2008/7/14  17:17

そこ1拍足りない!  つぶやき
クリックすると元のサイズで表示します
↑Chevreuseの街の教会。ここはパリからRERでたった30分で「田舎」気分が味わえてしまうので何度か行っている。


バレエを観に行こうとルンルンでメトロに乗ったら、哀愁漂うトランペットの音色で「ゴッドファーザーのテーマ」が。いい加減メトロの音楽屋には慣れたつもりが、「なんで晴れたこの今日、今、この哀愁なのさ」と心の中でツッコミ。


パリでメトロに乗ると、特に観光シーズンには相当な数の音楽家(?)に遭遇する。
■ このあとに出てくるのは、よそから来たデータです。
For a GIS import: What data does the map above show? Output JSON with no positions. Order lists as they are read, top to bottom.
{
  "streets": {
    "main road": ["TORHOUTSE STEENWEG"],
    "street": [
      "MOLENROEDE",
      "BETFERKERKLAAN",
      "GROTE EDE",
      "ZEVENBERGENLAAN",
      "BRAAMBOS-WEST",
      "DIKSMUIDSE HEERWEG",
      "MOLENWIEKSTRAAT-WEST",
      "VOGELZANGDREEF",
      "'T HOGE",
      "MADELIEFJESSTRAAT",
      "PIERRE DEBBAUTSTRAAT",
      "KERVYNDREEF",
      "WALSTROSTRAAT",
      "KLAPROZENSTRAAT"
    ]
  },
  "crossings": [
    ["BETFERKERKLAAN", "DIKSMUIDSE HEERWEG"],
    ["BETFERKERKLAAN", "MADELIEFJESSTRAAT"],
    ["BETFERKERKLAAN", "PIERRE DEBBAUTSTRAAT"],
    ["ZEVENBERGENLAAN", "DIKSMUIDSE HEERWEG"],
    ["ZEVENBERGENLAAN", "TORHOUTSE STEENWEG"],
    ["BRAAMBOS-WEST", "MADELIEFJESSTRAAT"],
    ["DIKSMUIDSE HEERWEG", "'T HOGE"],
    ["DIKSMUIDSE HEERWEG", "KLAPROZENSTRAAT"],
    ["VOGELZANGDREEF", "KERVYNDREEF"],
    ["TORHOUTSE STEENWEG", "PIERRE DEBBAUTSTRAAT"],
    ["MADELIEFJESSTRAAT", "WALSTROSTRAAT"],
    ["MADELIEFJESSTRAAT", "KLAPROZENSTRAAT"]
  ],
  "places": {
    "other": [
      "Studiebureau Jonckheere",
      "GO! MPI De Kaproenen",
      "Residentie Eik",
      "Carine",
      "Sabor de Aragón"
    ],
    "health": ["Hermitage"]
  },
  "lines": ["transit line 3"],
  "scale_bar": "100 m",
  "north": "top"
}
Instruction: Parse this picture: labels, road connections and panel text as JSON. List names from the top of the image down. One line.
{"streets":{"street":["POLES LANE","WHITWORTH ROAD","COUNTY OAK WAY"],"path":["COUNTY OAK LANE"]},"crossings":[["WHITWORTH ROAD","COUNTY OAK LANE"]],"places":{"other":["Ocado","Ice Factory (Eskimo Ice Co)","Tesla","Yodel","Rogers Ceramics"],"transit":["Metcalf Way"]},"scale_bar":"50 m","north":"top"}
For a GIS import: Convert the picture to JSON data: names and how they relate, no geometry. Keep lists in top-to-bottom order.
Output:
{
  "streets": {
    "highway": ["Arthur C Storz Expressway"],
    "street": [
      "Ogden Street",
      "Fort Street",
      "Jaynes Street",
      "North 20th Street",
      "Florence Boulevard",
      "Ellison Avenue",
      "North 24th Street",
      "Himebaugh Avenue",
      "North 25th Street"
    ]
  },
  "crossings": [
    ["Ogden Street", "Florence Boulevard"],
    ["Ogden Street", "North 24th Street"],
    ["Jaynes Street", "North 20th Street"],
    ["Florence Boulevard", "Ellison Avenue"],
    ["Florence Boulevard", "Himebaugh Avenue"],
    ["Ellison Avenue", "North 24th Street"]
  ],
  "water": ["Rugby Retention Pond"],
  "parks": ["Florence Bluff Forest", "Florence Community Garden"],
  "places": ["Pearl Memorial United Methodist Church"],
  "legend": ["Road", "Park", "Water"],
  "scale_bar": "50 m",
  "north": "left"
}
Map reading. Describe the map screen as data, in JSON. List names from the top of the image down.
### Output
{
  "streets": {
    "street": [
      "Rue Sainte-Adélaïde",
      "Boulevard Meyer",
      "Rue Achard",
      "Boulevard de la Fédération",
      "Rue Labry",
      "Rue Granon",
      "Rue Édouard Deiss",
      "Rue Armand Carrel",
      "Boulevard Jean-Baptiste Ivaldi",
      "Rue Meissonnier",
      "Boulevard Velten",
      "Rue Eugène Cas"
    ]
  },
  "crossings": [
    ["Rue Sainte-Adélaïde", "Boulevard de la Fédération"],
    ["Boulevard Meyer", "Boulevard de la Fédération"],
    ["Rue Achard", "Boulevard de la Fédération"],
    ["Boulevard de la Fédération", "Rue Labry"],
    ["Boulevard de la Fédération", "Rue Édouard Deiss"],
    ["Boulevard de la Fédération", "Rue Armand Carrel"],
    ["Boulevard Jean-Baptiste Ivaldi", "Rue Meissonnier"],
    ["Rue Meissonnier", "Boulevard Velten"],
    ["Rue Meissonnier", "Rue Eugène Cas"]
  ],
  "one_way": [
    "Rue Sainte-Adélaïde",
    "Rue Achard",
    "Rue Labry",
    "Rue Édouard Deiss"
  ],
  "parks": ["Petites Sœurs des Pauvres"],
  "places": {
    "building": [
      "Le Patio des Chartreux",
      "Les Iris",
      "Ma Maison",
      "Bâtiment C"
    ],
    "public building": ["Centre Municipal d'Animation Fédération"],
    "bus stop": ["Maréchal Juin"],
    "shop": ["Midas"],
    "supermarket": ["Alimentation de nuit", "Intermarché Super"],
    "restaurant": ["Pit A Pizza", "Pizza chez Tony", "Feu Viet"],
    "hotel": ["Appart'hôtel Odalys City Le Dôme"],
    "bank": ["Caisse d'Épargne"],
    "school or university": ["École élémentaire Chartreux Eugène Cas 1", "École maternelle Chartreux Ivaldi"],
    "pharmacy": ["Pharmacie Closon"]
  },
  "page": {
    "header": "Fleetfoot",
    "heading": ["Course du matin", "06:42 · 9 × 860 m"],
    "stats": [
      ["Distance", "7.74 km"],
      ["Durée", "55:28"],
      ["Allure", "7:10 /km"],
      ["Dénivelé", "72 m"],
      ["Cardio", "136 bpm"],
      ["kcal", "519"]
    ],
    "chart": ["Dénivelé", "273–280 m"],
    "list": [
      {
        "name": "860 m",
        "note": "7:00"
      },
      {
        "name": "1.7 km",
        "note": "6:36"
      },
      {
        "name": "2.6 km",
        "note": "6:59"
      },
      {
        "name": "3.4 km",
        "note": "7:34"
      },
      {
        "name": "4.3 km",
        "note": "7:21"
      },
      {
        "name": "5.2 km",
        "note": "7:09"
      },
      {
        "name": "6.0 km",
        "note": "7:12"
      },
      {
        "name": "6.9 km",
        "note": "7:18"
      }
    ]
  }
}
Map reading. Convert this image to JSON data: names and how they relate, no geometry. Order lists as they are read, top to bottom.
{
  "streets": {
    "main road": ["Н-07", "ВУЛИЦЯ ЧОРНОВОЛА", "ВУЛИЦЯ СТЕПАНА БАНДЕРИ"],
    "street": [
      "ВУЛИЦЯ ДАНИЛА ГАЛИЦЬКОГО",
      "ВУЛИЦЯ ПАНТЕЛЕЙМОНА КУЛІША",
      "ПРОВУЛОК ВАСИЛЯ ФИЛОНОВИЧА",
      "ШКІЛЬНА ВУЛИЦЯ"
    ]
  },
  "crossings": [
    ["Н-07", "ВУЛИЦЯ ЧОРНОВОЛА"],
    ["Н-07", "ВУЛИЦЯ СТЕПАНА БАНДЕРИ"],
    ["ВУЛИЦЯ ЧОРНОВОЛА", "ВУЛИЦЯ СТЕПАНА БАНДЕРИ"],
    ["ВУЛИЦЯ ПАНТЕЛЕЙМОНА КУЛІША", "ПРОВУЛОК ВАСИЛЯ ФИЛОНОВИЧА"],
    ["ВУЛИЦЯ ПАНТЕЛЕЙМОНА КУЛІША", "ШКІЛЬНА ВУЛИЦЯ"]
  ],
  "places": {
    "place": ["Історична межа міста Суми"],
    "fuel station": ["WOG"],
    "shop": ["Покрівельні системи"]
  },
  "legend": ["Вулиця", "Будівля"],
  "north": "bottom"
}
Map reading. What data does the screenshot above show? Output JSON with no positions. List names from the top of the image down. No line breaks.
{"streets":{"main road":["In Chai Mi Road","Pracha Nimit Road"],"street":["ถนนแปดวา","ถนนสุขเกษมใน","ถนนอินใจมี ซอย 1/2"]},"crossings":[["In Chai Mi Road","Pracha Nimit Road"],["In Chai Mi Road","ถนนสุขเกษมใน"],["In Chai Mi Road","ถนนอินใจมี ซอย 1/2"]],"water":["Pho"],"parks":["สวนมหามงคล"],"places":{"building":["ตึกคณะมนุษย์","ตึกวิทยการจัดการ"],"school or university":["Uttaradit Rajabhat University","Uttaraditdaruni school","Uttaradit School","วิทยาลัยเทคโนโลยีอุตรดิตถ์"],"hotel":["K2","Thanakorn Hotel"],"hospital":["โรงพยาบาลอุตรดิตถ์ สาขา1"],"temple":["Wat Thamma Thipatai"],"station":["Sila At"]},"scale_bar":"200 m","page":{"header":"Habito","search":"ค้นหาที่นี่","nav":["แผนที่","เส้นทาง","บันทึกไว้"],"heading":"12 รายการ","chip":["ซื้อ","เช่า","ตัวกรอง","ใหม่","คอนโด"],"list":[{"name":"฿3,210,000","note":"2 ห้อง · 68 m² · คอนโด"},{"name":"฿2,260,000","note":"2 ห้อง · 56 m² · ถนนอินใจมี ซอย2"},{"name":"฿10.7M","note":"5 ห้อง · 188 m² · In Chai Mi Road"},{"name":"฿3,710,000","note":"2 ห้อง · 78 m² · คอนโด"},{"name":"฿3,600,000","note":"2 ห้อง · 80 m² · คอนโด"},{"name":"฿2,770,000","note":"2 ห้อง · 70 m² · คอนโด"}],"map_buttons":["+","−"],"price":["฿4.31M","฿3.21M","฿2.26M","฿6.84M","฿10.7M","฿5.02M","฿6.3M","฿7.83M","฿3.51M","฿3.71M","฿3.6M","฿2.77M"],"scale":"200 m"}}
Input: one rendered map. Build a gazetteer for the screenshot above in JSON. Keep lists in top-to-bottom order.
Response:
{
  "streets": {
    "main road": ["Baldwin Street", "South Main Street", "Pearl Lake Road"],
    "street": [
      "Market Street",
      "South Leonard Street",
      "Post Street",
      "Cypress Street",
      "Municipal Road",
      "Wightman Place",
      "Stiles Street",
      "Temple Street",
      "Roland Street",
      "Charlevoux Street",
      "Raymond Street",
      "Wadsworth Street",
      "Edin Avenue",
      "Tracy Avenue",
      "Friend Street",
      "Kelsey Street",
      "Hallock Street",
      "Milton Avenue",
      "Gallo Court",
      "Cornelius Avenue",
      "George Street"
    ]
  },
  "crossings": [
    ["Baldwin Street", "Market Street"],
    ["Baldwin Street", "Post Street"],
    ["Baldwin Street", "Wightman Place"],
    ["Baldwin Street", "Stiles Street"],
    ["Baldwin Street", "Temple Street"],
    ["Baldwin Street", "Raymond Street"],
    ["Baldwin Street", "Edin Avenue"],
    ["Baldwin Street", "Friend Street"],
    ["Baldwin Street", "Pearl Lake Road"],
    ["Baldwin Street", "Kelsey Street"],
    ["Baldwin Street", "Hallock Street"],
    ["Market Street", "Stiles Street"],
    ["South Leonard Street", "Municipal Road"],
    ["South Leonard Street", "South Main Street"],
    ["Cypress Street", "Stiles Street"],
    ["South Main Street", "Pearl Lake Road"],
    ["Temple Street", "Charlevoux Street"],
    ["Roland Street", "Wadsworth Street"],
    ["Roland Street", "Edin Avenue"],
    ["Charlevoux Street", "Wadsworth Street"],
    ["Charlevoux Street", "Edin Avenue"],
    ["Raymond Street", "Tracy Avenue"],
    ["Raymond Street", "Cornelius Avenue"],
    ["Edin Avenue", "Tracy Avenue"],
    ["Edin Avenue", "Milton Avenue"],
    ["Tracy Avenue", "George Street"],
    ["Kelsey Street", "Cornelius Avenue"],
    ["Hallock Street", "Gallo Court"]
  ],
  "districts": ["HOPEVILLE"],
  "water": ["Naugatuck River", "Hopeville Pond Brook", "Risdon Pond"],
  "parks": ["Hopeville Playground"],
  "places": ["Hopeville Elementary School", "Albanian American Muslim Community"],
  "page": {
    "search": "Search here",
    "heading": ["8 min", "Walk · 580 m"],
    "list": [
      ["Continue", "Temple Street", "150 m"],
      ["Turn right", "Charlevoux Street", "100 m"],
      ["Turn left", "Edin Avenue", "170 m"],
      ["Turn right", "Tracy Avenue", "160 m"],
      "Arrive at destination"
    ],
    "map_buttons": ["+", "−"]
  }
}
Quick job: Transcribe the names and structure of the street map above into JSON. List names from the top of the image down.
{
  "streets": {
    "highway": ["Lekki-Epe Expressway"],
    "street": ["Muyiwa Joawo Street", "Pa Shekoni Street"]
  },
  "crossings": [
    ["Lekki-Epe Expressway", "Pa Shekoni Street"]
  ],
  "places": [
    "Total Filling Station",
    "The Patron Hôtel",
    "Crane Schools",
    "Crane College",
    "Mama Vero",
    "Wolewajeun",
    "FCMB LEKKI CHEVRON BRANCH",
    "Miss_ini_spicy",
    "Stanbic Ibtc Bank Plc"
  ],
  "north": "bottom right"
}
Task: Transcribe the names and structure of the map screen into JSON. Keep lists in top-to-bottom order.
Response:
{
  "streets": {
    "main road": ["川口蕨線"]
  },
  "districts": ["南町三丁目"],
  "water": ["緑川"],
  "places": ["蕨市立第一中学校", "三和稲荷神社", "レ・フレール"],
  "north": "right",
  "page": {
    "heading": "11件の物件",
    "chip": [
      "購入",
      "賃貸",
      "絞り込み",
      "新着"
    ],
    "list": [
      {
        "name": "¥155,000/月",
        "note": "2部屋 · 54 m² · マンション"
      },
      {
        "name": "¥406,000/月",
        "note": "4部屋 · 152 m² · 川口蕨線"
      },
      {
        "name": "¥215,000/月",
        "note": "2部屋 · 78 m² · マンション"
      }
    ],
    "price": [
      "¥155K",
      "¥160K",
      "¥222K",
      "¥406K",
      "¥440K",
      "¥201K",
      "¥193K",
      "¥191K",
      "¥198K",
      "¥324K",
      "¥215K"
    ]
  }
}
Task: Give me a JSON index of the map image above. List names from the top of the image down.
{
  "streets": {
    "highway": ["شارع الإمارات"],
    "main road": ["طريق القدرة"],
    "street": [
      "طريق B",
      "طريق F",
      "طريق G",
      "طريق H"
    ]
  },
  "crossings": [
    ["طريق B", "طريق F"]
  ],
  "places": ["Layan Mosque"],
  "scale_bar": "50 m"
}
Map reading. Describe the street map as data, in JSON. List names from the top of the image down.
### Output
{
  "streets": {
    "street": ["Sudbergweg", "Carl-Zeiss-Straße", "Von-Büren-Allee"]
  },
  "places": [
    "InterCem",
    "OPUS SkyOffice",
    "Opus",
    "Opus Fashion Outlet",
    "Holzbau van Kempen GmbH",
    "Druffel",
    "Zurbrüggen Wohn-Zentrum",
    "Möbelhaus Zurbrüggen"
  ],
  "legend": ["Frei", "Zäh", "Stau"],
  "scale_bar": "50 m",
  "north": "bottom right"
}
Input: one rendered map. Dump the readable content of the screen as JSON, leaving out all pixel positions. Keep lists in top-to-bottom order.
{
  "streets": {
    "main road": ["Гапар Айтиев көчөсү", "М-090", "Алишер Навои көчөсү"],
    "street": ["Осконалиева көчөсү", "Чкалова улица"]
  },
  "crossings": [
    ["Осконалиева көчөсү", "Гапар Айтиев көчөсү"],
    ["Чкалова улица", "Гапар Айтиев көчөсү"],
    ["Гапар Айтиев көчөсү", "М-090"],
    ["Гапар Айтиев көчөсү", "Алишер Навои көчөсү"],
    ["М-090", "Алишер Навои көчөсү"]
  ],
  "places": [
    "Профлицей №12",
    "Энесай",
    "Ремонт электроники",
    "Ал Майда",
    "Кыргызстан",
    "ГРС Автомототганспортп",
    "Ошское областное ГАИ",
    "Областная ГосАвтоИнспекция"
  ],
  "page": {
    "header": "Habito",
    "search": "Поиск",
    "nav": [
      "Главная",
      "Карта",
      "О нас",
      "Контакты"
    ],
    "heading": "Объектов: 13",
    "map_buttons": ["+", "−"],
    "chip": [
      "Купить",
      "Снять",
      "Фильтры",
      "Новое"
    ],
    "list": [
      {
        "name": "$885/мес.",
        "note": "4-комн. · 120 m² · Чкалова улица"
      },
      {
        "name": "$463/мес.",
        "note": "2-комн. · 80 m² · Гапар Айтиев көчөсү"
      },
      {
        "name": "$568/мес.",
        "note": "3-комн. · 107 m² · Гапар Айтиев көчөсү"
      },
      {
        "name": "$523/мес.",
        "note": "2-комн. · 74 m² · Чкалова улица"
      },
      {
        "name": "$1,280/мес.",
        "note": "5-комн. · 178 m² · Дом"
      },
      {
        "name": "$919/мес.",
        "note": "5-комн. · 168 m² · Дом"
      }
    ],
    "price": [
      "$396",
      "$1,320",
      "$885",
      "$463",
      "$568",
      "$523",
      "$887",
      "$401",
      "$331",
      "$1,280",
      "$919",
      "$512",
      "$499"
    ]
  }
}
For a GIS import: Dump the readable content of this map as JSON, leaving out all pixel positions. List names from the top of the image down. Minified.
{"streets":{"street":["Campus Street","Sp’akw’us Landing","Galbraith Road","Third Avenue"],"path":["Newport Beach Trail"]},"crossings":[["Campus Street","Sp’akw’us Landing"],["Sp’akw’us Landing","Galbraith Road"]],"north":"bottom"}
もちろん、RATPが正式に構内で演奏することを許可した人たち(大抵構内で落ち着いて演奏していて、腕も相当なもの)とは違う。数曲弾いたらお金を乞い、車両から車両へと移動している人たちだ。大抵は東欧のロマであろう顔立ちの人か、南米の人が多い。たまにあれは中東かギリシャのだと思うのだが、鉄琴のようなのを弾いている人もいる。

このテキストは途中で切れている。